◆ **Task brief**
Only the lines from the top of the data through the line containing "0 #93918e) drop-shadow(-2px" should be duplicated, exactly as they appear.

______

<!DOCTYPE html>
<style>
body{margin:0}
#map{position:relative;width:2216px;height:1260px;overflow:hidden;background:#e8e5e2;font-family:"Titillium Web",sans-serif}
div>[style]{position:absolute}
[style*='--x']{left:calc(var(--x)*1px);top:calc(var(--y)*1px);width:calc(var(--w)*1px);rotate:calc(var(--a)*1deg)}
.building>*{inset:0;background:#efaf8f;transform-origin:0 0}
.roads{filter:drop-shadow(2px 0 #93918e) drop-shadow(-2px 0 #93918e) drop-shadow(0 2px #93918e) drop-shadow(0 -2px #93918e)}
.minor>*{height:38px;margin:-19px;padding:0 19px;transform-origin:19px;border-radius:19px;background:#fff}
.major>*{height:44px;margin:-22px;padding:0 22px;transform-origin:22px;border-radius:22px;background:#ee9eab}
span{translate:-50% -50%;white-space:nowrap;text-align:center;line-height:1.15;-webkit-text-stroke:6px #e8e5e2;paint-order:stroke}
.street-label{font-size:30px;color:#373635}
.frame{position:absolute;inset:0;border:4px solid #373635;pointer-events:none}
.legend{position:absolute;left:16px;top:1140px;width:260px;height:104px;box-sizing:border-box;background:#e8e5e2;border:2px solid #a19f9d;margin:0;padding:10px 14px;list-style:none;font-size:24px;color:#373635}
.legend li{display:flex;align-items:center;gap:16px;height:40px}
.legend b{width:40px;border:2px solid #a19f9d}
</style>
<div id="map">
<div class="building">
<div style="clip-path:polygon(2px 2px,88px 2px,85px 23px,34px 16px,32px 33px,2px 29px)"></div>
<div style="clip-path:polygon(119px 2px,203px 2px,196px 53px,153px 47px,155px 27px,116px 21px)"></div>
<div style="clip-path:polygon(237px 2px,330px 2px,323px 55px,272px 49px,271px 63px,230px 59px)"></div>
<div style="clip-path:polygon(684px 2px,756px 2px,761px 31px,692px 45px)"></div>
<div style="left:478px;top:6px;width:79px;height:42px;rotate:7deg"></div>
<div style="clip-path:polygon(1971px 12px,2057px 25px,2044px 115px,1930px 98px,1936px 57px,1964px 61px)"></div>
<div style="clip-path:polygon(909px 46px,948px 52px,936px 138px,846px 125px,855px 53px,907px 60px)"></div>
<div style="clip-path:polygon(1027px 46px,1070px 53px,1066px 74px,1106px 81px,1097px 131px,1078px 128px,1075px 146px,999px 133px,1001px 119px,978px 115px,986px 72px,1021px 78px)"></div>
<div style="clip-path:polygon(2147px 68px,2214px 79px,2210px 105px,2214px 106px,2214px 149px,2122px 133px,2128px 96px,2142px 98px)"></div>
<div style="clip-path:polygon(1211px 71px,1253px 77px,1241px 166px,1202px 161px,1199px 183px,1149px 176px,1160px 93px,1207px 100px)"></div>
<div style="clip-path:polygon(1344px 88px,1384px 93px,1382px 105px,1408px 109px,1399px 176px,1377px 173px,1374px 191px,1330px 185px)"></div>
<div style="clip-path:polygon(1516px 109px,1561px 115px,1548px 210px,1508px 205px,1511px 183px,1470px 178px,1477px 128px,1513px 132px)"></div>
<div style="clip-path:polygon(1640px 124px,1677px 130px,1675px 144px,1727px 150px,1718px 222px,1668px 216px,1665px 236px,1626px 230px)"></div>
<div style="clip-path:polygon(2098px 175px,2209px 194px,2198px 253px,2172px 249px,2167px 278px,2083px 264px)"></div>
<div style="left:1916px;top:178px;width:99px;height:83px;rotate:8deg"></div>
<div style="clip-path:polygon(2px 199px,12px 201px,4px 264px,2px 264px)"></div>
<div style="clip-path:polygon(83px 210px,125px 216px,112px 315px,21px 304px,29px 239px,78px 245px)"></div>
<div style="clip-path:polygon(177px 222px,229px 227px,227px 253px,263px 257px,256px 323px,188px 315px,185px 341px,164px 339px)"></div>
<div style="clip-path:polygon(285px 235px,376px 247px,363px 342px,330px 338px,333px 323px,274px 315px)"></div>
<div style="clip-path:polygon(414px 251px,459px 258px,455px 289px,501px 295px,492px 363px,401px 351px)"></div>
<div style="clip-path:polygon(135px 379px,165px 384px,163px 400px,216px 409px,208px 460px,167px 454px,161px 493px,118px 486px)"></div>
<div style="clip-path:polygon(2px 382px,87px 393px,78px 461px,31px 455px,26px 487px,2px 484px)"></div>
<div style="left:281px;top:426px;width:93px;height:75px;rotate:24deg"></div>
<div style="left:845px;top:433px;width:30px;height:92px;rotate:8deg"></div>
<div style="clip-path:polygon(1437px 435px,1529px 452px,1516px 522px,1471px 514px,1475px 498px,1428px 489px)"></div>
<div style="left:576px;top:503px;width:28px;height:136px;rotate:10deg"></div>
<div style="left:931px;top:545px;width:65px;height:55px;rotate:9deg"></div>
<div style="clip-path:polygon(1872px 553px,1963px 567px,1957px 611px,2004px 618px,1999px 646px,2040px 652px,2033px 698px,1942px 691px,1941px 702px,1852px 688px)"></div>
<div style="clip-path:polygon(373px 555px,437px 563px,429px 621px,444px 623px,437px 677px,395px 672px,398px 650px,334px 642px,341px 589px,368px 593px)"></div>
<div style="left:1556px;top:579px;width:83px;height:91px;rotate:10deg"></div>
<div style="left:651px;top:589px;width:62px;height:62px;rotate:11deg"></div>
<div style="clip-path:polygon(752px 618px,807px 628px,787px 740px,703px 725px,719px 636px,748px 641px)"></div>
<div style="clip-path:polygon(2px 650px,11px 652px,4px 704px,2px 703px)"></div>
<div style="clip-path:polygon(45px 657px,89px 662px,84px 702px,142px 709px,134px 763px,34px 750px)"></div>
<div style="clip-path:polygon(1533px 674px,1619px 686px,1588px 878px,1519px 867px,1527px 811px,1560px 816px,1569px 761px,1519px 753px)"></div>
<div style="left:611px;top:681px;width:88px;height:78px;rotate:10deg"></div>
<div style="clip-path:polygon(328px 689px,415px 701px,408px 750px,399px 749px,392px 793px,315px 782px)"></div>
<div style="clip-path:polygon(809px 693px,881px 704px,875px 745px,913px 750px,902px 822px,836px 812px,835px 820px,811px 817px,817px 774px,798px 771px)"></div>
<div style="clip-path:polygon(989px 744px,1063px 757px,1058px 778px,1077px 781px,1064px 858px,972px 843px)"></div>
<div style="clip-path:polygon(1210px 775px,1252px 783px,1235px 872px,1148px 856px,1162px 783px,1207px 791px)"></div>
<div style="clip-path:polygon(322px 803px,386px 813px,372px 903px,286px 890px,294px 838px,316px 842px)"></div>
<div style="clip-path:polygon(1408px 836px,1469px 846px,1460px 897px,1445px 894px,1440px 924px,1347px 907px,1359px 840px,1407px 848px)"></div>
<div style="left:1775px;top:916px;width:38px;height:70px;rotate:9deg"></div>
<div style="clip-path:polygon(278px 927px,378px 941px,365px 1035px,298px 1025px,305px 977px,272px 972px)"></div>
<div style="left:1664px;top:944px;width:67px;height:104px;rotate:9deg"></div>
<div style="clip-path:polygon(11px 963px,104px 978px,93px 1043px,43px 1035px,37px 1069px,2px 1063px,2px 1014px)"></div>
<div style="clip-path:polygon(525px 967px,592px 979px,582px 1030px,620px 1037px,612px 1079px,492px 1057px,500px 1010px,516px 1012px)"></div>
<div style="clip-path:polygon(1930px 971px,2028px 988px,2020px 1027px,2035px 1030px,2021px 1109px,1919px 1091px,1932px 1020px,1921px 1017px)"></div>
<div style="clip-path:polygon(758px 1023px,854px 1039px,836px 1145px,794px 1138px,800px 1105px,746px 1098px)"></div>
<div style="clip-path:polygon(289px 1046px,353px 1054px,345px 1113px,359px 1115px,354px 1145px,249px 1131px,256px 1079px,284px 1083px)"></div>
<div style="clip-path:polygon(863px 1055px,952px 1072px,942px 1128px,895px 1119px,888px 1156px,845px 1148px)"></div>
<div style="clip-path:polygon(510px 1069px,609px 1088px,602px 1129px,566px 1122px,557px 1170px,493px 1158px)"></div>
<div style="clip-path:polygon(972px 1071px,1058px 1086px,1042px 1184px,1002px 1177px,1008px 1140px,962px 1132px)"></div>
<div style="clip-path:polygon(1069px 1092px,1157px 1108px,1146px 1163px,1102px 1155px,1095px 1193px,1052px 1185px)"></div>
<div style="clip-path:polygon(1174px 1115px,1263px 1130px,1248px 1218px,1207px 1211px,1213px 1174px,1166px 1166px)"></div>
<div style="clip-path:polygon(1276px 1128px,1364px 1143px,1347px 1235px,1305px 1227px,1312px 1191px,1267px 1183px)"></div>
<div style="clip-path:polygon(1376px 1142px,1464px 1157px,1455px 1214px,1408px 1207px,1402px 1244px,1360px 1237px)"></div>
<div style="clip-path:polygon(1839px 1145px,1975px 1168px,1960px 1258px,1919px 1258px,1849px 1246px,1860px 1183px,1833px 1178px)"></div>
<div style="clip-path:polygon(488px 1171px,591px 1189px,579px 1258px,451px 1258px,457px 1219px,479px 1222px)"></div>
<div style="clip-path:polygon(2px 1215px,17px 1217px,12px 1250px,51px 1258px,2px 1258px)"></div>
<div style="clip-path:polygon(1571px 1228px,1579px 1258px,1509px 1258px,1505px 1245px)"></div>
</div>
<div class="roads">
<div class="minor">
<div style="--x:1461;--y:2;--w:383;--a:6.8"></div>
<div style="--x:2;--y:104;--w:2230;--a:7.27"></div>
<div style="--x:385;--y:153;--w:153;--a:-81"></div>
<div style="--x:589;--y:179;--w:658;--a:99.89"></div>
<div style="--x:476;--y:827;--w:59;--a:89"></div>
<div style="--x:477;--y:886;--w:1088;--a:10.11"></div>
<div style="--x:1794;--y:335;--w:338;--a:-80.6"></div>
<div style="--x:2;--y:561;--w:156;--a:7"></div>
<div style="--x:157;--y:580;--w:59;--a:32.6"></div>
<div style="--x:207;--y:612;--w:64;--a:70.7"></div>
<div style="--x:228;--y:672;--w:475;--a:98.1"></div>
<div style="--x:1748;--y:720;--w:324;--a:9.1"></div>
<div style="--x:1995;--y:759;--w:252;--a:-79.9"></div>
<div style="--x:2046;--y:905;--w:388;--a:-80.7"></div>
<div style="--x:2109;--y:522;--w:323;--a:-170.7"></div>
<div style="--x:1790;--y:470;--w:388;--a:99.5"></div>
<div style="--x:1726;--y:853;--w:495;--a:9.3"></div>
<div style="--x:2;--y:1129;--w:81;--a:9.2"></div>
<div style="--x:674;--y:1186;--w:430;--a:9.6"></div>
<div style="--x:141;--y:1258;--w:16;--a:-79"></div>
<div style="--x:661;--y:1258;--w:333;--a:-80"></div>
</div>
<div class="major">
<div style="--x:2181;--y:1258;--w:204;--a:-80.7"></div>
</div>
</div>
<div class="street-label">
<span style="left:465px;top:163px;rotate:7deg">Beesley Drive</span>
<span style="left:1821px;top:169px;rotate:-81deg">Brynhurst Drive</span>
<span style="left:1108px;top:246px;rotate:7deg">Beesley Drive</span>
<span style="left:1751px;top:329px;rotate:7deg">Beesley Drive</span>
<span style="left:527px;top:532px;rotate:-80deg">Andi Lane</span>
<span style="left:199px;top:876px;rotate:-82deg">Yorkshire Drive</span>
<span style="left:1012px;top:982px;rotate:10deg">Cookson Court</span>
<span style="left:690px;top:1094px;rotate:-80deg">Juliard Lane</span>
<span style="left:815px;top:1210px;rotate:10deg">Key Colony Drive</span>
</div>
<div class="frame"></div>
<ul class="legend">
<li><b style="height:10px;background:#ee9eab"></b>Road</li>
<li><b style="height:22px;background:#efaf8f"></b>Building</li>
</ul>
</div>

______

◆ **Solution for this problem**
<!DOCTYPE html>
<style>
body{margin:0}
#map{position:relative;width:2216px;height:1260px;overflow:hidden;background:#e8e5e2;font-family:"Titillium Web",sans-serif}
div>[style]{position:absolute}
[style*='--x']{left:calc(var(--x)*1px);top:calc(var(--y)*1px);width:calc(var(--w)*1px);rotate:calc(var(--a)*1deg)}
.building>*{inset:0;background:#efaf8f;transform-origin:0 0}
.roads{filter:drop-shadow(2px 0 #93918e) drop-shadow(-2px 0 #93918e) drop-shadow(0 2px #93918e) drop-shadow(0 -2px #93918e)}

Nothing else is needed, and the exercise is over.